Supplied data:
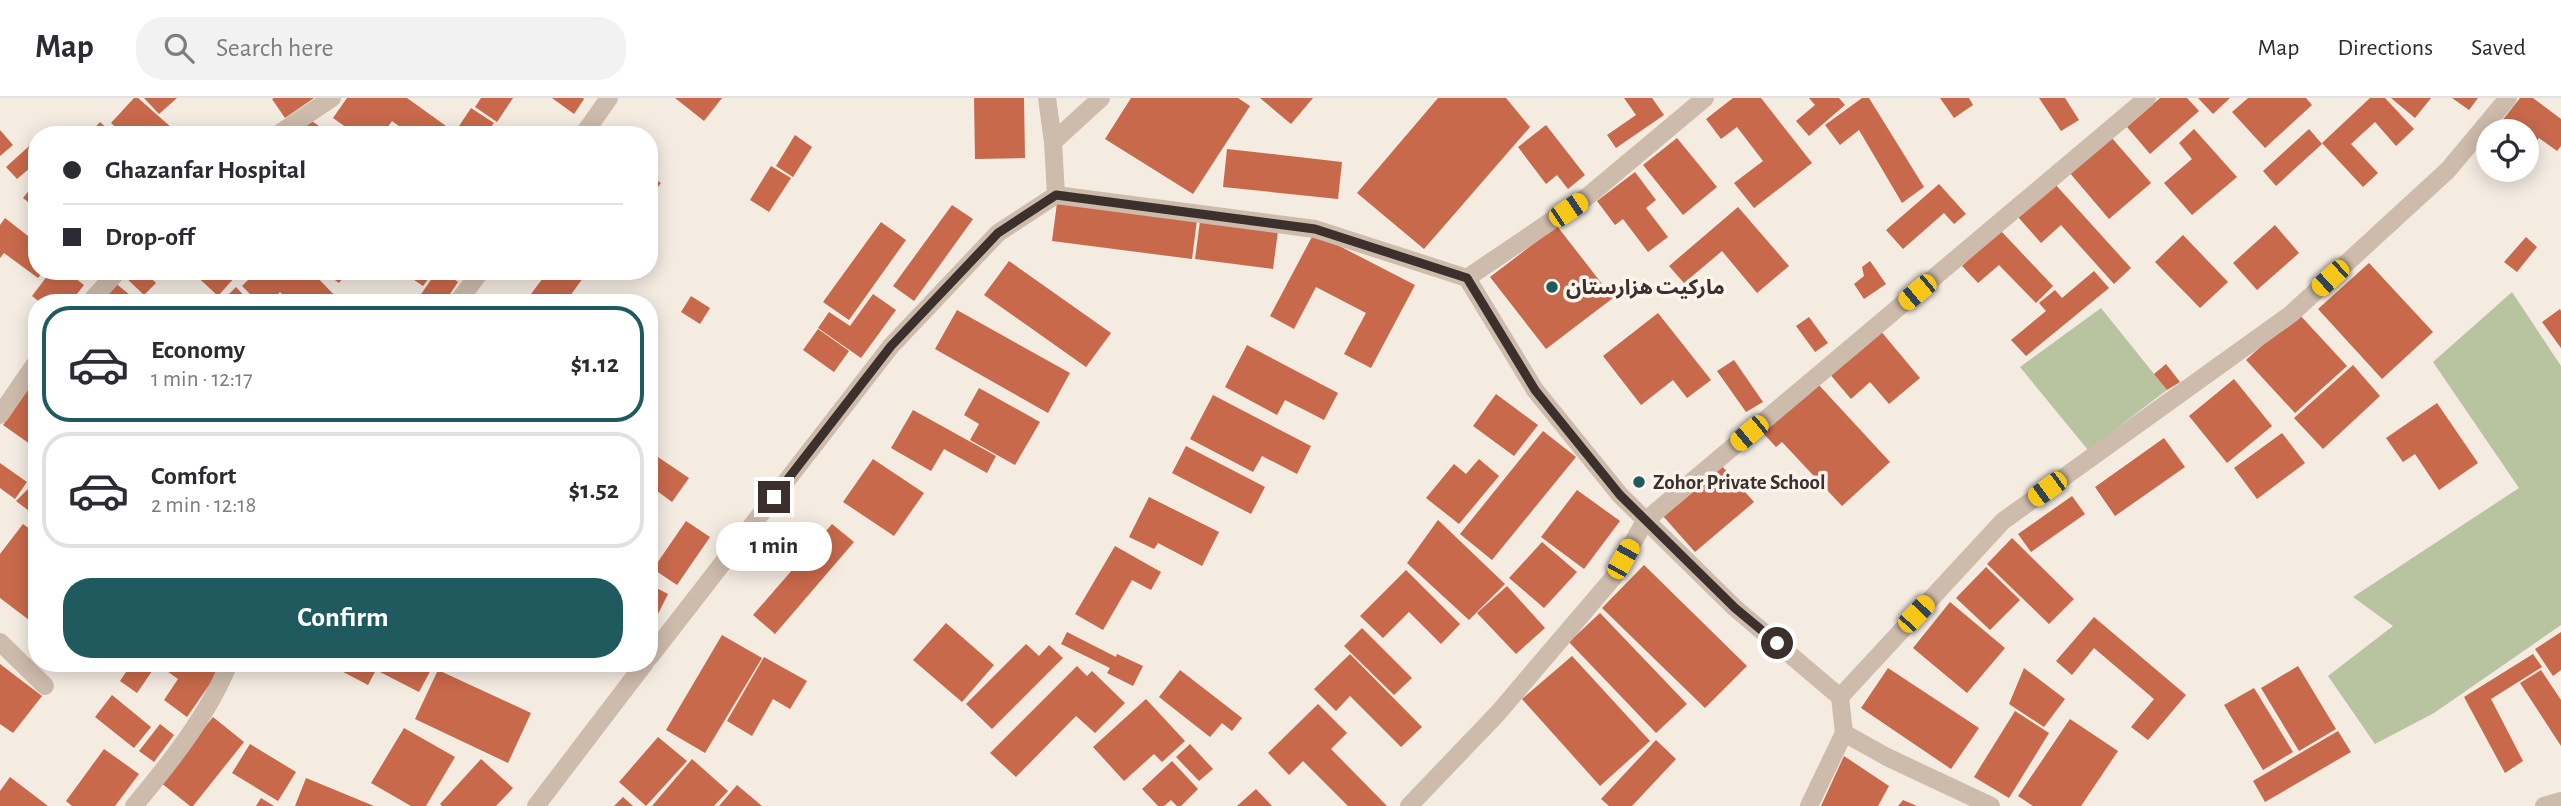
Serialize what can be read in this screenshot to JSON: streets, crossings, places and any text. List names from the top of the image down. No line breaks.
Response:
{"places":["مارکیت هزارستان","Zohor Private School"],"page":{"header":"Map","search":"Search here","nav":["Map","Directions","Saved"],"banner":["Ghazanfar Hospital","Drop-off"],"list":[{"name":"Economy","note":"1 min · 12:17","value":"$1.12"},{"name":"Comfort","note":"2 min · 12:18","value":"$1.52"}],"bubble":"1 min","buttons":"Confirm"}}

Aim of the task:
Since the pictures are not wanted, give the material again exactly without them.

Response area:
Serialize what can be read in this screenshot to JSON: streets, crossings, places and any text. List names from the top of the image down. No line breaks.
Response:
{"places":["مارکیت هزارستان","Zohor Private School"],"page":{"header":"Map","search":"Search here","nav":["Map","Directions","Saved"],"banner":["Ghazanfar Hospital","Drop-off"],"list":[{"name":"Economy","note":"1 min · 12:17","value":"$1.12"},{"name":"Comfort","note":"2 min · 12:18","value":"$1.52"}],"bubble":"1 min","buttons":"Confirm"}}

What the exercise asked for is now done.